Susan McNeese-Lynch & Mike Slaton in Six Dance Lessons in Six Weeks.
Photo courtesy Eve Theatre Company.
Six Dance Lessons in Six Weeks
By Richard Alfieri
Directed by Gilmer McCormick
Review by Keith Waits
Entire contents copyright © 2015 by Keith Waits. All rights reserved
Six Dance Lessons in Six Weeks is a play of modest ambitions, which proves to be both its charm and its Achilles’ Heel. The two characters become friends by overcoming friction in a highly schematic story that substitutes familiarity and predictability for innovation.
Michael Minetti (Mike Slaton) arrives at Lily Harrison’s (Susan McNeese-Lynch) upscale condo in St. Petersburg, Florida to give the first dance lesson in a six-week program, but almost immediately the two cross swords and Lily almost cancels the lesson, which would cost Michael his job. Of course she gives him another chance or there would be no play, and these early scenes rely heavily on broadly drawn conflict that seems contrived. The unfolding action is heavily foreshadowed and there are jokes and pieces of business repeated for obvious effect in the first act that weigh the play down. Perhaps putting things in quotation marks in this way increases accessibility to what is, after all, a slight narrative, but it also robs the scenario of spontaneity.

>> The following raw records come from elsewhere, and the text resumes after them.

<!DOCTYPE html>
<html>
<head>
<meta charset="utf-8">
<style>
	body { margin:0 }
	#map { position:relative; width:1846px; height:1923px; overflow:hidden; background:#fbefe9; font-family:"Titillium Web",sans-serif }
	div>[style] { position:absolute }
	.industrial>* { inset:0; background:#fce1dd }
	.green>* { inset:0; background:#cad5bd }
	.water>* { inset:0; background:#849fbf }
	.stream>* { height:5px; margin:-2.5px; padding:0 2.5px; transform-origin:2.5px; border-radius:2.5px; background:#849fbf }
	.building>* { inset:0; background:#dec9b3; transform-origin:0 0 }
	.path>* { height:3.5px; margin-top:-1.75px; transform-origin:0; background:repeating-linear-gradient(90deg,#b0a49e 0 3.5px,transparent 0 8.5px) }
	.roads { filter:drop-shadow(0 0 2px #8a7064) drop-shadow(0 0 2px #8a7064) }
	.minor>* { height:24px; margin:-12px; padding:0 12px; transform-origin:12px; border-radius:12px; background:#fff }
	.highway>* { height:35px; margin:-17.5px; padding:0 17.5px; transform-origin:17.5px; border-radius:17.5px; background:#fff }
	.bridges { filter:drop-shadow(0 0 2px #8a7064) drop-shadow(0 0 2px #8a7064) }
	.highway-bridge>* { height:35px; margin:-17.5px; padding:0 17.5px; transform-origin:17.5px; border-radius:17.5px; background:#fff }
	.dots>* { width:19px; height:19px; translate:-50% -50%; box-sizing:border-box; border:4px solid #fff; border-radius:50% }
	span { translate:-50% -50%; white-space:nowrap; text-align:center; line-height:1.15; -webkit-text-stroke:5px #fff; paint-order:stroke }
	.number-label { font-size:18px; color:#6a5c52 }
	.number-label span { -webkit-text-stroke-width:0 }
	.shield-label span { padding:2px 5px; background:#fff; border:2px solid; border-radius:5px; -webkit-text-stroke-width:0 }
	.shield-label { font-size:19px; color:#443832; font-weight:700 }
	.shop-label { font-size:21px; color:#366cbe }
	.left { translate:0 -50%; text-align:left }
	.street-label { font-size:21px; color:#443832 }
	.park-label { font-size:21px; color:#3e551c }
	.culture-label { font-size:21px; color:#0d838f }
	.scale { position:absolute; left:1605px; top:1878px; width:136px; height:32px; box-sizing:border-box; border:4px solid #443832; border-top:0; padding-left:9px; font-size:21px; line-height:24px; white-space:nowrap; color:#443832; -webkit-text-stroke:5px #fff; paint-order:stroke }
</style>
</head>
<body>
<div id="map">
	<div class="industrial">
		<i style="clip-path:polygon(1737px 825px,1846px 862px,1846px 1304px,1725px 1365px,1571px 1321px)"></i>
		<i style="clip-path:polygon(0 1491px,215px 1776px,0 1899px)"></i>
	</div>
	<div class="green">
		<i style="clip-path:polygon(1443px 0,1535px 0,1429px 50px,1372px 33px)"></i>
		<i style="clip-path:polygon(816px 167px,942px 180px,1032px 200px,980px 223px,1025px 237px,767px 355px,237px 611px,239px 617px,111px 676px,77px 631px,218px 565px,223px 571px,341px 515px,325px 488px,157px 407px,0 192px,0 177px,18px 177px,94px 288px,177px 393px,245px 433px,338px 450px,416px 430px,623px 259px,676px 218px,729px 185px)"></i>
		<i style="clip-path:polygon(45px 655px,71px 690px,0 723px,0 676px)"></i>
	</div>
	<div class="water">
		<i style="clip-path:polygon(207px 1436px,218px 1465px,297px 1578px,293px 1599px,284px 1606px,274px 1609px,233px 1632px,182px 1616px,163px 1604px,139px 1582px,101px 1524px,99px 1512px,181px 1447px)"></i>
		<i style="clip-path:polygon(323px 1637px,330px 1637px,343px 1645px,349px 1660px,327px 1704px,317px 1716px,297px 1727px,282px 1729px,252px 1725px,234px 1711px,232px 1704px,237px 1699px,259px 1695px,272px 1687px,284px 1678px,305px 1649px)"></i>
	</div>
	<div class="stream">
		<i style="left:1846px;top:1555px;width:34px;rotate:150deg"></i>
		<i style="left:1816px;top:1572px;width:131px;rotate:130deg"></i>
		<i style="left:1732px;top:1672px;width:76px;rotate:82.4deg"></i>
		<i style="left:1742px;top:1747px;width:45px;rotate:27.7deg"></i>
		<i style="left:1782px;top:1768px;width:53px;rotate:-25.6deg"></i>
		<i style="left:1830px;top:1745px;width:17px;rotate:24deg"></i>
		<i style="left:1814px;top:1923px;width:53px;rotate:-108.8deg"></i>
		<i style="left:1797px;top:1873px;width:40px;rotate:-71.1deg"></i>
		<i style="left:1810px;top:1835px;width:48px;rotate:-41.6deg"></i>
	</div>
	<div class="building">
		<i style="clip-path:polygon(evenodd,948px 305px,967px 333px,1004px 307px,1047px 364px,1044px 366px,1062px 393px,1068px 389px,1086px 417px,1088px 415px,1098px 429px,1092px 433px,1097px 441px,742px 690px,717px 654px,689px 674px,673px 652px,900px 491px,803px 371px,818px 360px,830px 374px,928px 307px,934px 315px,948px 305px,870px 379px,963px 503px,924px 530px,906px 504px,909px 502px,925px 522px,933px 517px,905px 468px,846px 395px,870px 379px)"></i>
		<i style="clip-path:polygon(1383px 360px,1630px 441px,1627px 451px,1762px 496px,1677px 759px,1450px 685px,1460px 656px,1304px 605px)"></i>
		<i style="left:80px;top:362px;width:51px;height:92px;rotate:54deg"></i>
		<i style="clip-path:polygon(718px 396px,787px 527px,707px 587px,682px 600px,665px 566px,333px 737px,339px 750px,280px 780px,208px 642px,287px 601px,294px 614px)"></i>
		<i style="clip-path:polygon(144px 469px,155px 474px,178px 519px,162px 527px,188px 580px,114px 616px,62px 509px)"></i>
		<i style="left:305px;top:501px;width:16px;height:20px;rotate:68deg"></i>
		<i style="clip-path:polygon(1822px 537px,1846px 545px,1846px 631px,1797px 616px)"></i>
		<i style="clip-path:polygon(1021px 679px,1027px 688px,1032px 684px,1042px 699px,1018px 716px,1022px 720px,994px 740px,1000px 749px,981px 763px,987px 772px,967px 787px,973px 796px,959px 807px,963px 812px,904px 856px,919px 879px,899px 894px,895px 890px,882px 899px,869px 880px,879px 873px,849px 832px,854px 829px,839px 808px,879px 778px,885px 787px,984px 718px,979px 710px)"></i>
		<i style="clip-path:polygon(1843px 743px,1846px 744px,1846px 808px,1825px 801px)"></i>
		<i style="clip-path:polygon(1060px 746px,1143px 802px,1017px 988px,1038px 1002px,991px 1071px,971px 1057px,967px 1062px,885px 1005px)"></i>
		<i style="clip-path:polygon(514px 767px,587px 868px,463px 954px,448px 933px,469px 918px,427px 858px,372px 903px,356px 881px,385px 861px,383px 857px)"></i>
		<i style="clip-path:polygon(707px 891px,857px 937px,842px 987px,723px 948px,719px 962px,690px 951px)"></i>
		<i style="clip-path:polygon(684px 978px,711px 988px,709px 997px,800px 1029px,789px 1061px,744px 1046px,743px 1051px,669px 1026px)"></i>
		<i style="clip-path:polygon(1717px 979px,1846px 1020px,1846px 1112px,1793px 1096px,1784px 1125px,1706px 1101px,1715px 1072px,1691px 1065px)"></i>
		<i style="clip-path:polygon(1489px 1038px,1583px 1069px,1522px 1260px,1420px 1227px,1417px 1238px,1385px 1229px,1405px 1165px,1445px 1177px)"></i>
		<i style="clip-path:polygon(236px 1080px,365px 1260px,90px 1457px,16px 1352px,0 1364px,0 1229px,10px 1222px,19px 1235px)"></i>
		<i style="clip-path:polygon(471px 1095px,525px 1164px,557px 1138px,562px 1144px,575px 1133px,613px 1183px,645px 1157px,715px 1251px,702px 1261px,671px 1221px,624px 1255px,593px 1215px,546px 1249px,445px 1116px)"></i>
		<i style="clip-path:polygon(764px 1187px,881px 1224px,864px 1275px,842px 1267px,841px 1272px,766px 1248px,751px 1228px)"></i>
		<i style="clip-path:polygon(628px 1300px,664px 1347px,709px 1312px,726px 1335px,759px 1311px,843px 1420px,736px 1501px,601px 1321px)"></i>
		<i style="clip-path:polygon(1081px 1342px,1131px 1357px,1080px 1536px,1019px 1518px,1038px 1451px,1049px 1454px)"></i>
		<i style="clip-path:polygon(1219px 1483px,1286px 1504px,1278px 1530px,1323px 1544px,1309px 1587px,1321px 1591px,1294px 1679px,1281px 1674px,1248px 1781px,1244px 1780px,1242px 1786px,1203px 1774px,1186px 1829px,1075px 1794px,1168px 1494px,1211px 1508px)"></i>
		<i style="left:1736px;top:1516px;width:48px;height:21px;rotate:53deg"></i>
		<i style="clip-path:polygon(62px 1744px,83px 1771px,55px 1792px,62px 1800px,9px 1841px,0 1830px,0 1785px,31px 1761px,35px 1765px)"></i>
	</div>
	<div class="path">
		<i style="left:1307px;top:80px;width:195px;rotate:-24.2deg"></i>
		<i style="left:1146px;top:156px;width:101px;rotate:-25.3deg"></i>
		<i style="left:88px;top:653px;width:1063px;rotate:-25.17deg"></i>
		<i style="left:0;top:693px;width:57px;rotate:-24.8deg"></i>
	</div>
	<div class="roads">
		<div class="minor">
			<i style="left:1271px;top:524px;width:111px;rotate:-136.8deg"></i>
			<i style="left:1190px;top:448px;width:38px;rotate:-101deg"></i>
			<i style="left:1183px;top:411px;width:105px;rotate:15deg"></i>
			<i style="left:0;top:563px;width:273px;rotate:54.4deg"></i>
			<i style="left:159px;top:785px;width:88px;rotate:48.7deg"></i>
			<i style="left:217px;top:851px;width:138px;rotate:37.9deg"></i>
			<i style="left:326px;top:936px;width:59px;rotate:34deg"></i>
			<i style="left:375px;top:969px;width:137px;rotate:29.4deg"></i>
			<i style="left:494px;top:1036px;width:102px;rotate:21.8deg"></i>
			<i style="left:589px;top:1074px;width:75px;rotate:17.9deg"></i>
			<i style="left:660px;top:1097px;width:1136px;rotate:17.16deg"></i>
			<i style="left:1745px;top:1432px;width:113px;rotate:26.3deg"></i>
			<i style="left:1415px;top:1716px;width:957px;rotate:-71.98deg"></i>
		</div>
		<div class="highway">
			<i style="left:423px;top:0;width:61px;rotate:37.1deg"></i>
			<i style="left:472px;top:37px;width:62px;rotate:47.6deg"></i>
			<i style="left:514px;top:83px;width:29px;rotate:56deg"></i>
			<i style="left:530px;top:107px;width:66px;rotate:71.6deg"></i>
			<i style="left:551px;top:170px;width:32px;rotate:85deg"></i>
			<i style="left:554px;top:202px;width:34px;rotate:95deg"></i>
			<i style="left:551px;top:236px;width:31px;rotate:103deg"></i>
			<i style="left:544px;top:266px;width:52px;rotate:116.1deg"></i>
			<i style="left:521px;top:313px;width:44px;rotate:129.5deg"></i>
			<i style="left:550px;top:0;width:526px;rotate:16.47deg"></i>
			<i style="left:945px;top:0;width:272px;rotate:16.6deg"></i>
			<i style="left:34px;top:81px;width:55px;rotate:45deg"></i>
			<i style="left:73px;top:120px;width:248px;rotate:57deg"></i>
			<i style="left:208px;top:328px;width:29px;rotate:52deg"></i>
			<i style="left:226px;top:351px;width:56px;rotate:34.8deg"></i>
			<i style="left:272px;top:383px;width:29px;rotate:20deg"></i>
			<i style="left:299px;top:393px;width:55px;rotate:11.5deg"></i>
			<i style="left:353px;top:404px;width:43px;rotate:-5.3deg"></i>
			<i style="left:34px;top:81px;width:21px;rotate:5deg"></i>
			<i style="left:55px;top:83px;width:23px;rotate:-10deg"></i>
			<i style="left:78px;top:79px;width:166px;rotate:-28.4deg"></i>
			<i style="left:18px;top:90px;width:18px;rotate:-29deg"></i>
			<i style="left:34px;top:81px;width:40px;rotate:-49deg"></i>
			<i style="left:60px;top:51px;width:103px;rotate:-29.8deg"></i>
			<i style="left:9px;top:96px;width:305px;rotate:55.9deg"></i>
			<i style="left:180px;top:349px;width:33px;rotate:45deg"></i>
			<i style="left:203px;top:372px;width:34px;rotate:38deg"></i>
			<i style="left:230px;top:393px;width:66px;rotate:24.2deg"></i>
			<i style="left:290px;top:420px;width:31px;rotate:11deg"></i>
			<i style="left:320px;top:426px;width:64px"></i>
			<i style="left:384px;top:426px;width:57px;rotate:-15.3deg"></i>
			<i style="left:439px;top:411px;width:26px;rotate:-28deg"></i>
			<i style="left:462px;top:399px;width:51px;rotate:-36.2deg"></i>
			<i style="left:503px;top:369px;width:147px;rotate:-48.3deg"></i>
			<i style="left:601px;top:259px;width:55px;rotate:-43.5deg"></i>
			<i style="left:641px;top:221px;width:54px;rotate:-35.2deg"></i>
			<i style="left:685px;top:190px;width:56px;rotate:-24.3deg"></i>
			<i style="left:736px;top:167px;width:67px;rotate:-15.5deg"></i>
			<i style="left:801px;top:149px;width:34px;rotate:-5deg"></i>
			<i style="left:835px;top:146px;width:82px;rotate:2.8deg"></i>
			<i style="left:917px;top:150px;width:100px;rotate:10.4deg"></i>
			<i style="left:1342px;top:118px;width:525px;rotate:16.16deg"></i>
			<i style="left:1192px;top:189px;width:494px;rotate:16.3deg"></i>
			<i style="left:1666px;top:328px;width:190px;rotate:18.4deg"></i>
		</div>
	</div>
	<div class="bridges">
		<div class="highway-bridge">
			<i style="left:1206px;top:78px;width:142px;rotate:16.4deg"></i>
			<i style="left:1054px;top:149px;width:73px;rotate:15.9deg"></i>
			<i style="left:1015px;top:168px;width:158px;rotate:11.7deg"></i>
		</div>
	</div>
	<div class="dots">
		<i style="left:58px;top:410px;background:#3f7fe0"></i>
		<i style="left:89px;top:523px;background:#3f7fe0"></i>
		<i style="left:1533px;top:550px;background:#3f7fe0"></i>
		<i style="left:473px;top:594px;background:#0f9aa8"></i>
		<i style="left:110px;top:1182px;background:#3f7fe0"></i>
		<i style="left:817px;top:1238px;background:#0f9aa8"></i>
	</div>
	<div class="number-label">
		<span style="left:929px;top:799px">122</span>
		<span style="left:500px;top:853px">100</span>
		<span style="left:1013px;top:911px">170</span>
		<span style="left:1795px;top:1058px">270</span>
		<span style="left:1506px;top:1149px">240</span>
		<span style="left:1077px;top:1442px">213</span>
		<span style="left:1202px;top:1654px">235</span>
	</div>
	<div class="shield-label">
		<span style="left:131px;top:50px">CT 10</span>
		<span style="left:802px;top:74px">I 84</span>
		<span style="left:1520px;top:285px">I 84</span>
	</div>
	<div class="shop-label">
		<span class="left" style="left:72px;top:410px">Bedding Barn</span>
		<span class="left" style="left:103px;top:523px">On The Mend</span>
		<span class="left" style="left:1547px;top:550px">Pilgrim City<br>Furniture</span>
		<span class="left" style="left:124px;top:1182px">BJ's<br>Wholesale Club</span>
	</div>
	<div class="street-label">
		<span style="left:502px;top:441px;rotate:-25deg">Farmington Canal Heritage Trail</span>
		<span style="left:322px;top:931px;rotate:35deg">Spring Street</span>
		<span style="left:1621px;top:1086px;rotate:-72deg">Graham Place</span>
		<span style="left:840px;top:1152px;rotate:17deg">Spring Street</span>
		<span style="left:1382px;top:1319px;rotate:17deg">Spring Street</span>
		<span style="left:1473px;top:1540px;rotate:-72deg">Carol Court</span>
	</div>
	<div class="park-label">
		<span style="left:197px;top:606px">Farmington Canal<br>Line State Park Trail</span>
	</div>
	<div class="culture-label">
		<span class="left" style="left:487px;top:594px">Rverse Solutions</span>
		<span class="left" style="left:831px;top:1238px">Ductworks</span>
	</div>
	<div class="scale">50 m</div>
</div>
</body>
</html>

Fortunately, act two breaks from these devices and reveals the deeper truths of these characters, although most of the secrets are fairly unsurprising. Still, there is some reasonable emotional payoff, and the professionalism of the performance goes a long way. The relationship Six Dance Lessons builds is not a romantic one, but a connection formed between two damaged souls despite their misanthropy; a simple and much-needed friendship. So it may seem churlish to complain. I just wish the play found a fresher take on this worthwhile theme.
Susan McNeese-Lynch and Mike Slaton are pros, and well-cast for Lily and Michael; and whatever connection this production makes with the audience owes more to their inestimable work than anything else. They come on a bit strong in the early scenes, but as the friendship deepens, the performances also settle into a subtler level of communication between the two actors.
However much it traffics in narrative cliché and redundancy, Six Dance Lessons in Six Weeks does become affecting in its final moments, all the more so for not overreaching. There is no overbearing melodrama, just a simple recognition of human need. Gilmer McCormick’s direction follows the dynamic of the text closely, but guides her actors into finer moments that rise above the material.
Six Dance Lessons in Six Weeks
December 3 -13, 2015
Eve Theatre Company
At Actors Theatre of Louisville
316 West Main Street
Louisville, Kentucky 40202
Keith Waits is a native of Louisville who works at Louisville Visual Art during the days, including being one of the hosts of PUBLIC on ARTxFM, but spends most of his evenings indulging his taste for theatre, music and visual arts. His work has appeared in Pure Uncut Candy, TheatreLouisville, and Louisville Mojo. He is now Managing Editor for Arts-Louisville.com.